### GIVEN RECORDS
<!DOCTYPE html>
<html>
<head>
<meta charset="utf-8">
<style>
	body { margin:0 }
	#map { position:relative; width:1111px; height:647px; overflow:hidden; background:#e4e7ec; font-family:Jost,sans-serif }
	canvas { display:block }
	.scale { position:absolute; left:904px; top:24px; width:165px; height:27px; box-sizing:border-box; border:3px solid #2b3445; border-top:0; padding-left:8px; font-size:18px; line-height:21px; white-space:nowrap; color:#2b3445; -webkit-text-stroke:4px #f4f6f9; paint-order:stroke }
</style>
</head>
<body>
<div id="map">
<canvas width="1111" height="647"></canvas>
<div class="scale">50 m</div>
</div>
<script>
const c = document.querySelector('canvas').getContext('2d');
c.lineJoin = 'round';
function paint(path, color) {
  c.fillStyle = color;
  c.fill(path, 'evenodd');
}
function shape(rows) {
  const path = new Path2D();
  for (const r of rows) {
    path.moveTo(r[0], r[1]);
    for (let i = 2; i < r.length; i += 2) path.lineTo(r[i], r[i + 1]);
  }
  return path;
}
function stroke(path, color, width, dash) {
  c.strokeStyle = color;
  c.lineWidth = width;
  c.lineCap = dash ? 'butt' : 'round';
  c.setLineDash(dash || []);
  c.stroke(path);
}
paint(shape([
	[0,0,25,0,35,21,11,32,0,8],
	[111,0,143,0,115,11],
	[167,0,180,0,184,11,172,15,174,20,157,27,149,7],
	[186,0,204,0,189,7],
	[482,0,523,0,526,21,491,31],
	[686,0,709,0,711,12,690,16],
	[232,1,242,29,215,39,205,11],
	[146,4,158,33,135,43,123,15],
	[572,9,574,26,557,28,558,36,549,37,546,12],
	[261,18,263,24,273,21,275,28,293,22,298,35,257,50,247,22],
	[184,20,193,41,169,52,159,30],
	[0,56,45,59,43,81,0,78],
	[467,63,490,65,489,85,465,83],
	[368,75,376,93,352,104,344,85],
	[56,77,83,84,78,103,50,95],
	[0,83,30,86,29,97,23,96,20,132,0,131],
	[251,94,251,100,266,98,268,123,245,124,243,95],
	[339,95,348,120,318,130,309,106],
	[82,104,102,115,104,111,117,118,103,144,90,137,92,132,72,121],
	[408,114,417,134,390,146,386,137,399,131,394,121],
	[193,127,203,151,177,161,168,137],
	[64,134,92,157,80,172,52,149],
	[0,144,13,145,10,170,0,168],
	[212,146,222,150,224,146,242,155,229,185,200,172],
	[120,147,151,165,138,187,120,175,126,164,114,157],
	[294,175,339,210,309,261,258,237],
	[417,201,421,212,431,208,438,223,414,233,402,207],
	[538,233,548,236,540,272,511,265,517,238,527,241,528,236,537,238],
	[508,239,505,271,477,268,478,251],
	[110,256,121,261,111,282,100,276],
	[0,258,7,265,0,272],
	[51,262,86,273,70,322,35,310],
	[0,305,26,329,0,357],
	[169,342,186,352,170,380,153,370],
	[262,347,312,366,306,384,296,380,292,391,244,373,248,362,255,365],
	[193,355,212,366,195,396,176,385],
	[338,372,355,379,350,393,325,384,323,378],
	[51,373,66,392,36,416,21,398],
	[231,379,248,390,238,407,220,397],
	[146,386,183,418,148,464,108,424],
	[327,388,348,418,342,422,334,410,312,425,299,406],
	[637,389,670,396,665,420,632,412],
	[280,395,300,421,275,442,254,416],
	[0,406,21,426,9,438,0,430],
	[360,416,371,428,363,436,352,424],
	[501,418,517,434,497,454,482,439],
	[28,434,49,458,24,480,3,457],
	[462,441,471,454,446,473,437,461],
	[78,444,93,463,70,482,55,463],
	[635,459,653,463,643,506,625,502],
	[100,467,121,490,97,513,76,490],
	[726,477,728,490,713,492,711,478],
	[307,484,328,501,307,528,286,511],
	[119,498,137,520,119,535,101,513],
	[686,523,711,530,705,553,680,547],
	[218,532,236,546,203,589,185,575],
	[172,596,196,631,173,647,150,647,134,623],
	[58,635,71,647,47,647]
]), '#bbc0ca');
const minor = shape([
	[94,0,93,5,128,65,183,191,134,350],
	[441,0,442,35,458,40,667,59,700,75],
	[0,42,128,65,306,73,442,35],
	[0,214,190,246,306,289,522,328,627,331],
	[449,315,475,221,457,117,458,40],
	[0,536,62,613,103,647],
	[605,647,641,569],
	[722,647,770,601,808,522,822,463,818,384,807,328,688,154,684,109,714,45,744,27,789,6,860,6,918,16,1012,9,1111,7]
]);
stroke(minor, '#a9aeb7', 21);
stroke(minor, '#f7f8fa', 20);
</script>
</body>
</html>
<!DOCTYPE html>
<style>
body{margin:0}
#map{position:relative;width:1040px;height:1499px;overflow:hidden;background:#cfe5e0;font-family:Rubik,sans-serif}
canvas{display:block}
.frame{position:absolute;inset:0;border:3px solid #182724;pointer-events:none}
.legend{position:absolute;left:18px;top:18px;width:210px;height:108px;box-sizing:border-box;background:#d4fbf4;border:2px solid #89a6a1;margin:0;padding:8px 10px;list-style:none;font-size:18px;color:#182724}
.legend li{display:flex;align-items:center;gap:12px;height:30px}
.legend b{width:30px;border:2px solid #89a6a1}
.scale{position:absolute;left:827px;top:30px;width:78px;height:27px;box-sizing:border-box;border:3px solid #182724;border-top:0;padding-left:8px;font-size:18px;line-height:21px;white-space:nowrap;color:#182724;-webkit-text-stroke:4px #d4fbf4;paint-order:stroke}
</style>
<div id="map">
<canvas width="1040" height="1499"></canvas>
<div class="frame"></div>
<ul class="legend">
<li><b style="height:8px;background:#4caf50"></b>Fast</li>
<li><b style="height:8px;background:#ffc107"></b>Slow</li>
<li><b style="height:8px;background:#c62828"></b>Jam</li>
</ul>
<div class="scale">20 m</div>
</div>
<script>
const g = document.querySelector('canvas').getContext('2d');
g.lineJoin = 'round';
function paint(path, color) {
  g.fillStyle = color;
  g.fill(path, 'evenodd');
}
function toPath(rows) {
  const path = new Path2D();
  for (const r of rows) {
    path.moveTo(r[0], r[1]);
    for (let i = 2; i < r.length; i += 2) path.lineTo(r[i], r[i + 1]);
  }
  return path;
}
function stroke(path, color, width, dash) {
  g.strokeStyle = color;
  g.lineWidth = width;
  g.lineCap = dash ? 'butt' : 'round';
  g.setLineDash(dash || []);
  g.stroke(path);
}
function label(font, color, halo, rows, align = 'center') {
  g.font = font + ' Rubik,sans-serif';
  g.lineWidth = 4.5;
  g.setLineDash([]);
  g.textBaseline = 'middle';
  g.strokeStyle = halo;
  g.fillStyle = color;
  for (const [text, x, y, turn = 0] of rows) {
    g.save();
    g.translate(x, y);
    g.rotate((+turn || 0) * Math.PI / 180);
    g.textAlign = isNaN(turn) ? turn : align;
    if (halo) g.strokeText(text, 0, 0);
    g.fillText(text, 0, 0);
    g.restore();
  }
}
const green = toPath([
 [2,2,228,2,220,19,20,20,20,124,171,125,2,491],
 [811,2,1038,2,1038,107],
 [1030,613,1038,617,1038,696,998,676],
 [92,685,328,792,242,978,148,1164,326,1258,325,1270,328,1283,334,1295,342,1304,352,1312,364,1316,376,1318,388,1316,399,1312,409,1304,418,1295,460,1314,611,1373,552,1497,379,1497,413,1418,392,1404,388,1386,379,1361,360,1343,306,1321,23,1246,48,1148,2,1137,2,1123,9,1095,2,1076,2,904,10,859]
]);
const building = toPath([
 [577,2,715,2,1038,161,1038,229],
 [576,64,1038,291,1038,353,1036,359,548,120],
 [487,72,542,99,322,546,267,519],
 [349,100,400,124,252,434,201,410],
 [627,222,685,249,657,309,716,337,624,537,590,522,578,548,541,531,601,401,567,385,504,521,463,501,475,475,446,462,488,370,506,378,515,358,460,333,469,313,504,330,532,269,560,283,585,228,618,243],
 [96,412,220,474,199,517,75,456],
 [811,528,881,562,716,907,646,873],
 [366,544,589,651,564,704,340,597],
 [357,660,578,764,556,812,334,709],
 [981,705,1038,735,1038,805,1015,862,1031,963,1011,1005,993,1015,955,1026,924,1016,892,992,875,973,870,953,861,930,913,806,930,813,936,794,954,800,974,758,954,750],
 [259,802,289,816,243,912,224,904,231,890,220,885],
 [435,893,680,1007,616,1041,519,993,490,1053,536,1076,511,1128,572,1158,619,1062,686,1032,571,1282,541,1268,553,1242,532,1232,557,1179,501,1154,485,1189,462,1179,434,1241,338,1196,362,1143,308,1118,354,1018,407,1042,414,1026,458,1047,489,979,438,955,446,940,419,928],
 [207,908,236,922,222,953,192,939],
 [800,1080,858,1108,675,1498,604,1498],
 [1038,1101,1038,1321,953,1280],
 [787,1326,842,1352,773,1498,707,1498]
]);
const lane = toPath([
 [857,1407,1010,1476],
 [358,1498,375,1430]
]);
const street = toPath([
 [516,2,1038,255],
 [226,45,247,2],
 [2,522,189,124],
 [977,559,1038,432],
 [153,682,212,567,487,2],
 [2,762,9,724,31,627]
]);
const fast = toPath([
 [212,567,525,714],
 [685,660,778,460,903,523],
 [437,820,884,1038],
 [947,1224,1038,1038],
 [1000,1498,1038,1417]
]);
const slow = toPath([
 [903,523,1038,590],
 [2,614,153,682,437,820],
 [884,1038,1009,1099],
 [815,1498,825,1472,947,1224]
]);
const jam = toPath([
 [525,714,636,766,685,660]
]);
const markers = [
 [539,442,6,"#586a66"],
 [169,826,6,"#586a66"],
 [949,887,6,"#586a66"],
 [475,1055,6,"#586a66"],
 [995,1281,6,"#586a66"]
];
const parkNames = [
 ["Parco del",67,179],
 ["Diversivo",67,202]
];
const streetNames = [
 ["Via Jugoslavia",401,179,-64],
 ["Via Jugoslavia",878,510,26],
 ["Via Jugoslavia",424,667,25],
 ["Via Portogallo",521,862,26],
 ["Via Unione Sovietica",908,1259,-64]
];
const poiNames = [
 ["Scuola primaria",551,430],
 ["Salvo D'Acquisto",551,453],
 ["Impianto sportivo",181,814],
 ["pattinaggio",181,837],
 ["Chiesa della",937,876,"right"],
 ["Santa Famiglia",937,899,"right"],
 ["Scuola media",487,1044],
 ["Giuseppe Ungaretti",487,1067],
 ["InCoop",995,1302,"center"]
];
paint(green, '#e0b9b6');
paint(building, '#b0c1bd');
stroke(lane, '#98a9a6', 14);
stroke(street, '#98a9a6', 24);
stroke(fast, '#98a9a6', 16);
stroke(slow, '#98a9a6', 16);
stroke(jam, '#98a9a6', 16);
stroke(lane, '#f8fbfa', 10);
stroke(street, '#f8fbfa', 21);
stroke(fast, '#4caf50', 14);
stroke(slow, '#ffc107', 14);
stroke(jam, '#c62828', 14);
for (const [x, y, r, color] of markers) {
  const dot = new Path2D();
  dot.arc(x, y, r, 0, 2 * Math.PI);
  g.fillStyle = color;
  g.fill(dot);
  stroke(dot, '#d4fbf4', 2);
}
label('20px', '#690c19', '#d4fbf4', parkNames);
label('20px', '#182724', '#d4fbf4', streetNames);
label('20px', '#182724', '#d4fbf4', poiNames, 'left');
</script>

### EXERCISE PROMPT
Search the data for the string "align". List each line that has it.

### PROBLEM SOLUTION
.legend li{display:flex;align-items:center;gap:12px;height:30px}
function label(font, color, halo, rows, align = 'center') {
    g.textAlign = isNaN(turn) ? turn : align;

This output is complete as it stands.